Alarm History
The alarm history feature integrates with Elasticsearch to provide long term storage and maintain a history of alarm state changes.
When enabled, alarms are indexed in Elasticsearch when they are created, deleted, or when any of the "interesting" fields on the alarm are updated (more on this below.)
Alarms are indexed so that operators can answer the following questions:
-
What were all the state changes of a particular alarm?
-
What was the last known state of an alarm at a given point in time?
-
Which alarms were present (i.e. not deleted) on the system at a given point in time?
-
Which alarms are currently present on the system?
A simple REST API is also made available for the purposes of evaluating the results, verifying the data that is stored and providing examples on how to query the data.
Setup
Alarm history indexing can be enabled as follows:
First, log in to the Karaf shell of your Meridian instance and configure the Elasticsearch client settings to point to your Elasticsearch cluster.

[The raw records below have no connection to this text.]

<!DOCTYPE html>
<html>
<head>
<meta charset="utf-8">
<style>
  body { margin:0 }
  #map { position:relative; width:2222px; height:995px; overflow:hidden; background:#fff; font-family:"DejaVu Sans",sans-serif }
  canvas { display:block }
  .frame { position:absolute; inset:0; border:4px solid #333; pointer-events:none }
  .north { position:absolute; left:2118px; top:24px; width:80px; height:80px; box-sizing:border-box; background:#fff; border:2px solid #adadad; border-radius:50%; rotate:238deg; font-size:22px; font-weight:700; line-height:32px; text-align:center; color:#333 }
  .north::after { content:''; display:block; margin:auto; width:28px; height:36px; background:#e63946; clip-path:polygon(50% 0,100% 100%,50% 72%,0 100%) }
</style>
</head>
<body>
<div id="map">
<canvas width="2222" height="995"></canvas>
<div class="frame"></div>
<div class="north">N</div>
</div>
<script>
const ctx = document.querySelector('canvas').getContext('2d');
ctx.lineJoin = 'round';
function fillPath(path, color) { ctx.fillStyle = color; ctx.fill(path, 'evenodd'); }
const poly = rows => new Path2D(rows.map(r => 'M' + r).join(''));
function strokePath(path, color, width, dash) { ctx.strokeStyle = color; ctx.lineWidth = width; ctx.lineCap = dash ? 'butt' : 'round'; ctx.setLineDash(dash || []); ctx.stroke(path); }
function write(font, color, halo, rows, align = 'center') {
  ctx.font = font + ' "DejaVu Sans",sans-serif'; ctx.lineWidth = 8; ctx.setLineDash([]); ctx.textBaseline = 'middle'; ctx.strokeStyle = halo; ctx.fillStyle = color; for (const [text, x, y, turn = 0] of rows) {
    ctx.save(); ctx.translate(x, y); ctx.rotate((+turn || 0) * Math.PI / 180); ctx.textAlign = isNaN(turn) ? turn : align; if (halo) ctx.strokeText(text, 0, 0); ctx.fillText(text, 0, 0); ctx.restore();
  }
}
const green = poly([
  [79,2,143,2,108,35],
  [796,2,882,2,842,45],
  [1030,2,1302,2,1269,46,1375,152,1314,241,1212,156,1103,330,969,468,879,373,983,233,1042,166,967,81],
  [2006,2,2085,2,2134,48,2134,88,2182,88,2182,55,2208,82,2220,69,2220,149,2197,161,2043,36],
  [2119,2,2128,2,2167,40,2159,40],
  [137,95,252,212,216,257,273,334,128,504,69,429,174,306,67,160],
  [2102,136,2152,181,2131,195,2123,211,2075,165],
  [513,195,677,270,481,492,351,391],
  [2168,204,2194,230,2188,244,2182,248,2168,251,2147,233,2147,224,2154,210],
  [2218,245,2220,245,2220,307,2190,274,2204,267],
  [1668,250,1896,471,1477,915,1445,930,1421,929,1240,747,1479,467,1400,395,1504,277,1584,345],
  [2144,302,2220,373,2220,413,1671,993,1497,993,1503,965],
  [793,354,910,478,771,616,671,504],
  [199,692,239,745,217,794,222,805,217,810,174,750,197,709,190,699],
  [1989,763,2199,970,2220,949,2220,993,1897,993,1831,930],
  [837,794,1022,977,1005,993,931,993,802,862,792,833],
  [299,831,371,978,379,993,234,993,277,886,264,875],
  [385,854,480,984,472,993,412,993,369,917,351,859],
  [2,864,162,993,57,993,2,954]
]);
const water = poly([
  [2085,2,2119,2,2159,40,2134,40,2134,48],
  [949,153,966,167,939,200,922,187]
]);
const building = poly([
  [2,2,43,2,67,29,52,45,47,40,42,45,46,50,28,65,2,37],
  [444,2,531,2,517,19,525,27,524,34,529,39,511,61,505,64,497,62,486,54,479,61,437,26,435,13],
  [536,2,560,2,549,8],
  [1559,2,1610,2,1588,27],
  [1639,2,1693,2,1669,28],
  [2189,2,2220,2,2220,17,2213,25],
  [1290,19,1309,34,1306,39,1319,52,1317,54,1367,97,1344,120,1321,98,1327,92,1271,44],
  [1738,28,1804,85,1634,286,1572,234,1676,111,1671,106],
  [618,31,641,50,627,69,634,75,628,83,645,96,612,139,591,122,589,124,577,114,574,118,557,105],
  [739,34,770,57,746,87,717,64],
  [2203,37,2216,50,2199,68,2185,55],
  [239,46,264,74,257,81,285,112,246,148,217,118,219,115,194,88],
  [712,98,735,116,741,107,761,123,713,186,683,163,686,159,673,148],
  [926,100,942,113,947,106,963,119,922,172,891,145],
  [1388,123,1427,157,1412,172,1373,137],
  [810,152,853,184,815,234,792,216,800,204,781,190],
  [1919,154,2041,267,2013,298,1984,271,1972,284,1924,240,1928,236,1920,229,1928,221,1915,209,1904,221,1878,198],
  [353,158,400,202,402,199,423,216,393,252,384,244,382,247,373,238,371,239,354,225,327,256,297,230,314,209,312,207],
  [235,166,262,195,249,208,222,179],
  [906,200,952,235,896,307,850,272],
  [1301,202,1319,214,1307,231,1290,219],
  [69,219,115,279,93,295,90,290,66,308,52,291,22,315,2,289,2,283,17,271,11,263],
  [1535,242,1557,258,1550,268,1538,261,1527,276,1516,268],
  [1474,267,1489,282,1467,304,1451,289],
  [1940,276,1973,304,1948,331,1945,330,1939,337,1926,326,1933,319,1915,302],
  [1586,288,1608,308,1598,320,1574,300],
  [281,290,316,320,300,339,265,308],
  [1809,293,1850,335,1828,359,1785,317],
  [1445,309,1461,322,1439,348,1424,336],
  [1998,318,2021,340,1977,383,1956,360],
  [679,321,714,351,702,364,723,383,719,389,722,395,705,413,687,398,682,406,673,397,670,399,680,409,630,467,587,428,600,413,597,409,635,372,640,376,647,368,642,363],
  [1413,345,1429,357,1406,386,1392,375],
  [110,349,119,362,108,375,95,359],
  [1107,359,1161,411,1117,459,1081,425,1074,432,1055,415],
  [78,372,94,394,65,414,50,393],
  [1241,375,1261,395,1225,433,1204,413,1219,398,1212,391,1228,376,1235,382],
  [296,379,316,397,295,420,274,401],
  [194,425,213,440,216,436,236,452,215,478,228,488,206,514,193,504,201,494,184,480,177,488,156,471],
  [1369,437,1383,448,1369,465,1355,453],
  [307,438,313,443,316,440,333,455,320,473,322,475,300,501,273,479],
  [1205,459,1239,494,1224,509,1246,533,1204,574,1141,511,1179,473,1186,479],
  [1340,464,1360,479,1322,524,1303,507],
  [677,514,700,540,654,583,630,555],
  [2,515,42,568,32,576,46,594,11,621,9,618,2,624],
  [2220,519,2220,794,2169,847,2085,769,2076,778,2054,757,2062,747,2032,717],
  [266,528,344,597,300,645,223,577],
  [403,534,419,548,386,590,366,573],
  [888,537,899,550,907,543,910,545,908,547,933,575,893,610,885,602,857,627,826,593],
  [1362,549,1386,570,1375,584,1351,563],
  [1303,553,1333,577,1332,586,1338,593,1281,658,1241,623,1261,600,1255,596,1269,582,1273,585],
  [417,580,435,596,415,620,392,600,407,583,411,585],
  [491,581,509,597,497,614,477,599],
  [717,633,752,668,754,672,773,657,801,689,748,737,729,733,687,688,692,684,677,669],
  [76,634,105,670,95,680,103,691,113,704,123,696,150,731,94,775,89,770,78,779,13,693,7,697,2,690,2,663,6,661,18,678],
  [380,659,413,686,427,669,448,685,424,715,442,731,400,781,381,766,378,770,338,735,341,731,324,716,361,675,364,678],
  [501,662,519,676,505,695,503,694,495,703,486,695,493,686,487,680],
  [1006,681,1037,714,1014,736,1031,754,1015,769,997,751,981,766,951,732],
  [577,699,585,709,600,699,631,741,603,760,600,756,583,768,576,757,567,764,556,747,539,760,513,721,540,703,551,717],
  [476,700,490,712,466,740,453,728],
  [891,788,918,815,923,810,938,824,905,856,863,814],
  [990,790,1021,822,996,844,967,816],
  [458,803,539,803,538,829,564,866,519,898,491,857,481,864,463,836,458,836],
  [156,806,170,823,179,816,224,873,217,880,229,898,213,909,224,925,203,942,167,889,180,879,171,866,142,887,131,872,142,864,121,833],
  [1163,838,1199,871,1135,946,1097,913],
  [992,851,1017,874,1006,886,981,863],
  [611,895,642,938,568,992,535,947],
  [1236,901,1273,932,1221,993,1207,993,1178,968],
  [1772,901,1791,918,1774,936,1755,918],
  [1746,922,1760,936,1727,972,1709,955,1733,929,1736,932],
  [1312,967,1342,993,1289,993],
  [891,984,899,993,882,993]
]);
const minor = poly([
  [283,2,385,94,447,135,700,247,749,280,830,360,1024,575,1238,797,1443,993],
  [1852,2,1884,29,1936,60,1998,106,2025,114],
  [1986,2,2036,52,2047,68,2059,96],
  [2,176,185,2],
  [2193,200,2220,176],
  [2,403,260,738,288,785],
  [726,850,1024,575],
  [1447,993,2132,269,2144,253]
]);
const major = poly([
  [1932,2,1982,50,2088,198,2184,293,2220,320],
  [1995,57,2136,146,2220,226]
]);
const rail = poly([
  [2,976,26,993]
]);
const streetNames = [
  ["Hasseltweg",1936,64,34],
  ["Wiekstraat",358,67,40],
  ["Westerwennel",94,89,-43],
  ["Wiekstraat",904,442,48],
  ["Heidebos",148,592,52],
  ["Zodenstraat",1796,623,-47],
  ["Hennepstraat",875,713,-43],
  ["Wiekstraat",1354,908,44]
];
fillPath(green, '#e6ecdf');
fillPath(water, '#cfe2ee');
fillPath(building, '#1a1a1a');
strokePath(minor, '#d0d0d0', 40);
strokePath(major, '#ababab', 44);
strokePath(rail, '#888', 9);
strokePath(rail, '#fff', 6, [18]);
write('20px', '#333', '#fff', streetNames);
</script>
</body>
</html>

See Elasticsearch Integration Configuration for a complete list of available options.
$ ssh -p 8101 admin@localhost
...
admin@opennms()> config:edit org.opennms.features.alarms.history.elastic
admin@opennms()> config:property-set elasticUrl http://es:9200
admin@opennms()> config:update
-
To make the alarm history feature start automatically on future service starts, add the line
opennms-alarm-history-elastic
to the file${OPENNMS_HOME}/etc/featuresBoot.d/alarm.boot
. (Create the file if it does not exist.) -
To make the alarm history feature start now, log in to the Karaf shell and run the following command to load the feature:
feature:install opennms-alarm-history-elastic
Alarm indexing
When alarms are initially created, we push a document to Elasticsearch that includes all of the alarm fields as well as additional details on some of the related objects (i.e., the node.)
In order to avoid pushing a new document every time a new event is reduced on to an existing alarm, we only push a new document when (at least) one of these conditions are met:
-
We have not recently pushed a document for that alarm. (See
alarmReindexDurationMs
.) -
The severity of the alarm has changed.
-
The alarm has been acknowledged or unacknowledged.
-
Either of the associated sticky or journal memos have changed.
-
The state of the associated ticket has changed.
-
The alarm has been associated with, or removed, from a situation.
-
A related alarm has been added or removed from the situation.
To change this behavior and push a new document for every change, you can set indexAllUpdates to true .
|
When alarms are deleted, we push a new document that contains the alarm id, reduction key, and deletion time.
The following table describes a subset of the fields in the alarm document:
Field | Description |
---|---|
@first_event_time |
Timestamp in milliseconds associated with the first event that triggered this alarm. |
@first_event_time |
Timestamp in milliseconds associated with the last event that triggered this alarm. |
@update_time |
Timestamp in milliseconds at which the document was created. |
@deleted_time |
Timestamp in milliseconds when the alarm was deleted. |
id |
Database ID associated with the alarm. |
reduction_key |
Key used to reduce events on to the alarm. |
severity_label |
Severity of the alarm. |
severity_id |
Numerical ID used to represent the severity. |
Options
In addition to those mentioned in Elasticsearch Integration Configuration, you can set the following optional properties in ${OPENNMS_HOME}/etc/org.opennms.features.alarms.history.elastic.cfg
:
Property | Description | Default |
---|---|---|
indexAllUpdates |
Index every alarm update, including simple event reductions. |
false |
alarmReindexDurationMs |
Number of milliseconds to wait before re-indexing an alarm if nothing "interesting" has changed. |
3600000 |
lookbackPeriodMs |
Number of milliseconds to go back when searching for alarms. |
604800000 |
batchIndexSize |
Maximum number of records inserted in a single batch insert. |
200 |
bulkRetryCount |
Number of retries until a bulk operation is considered failed. |
3 |
taskQueueCapacity |
Maximum number of tasks to hold in memory. |
5000 |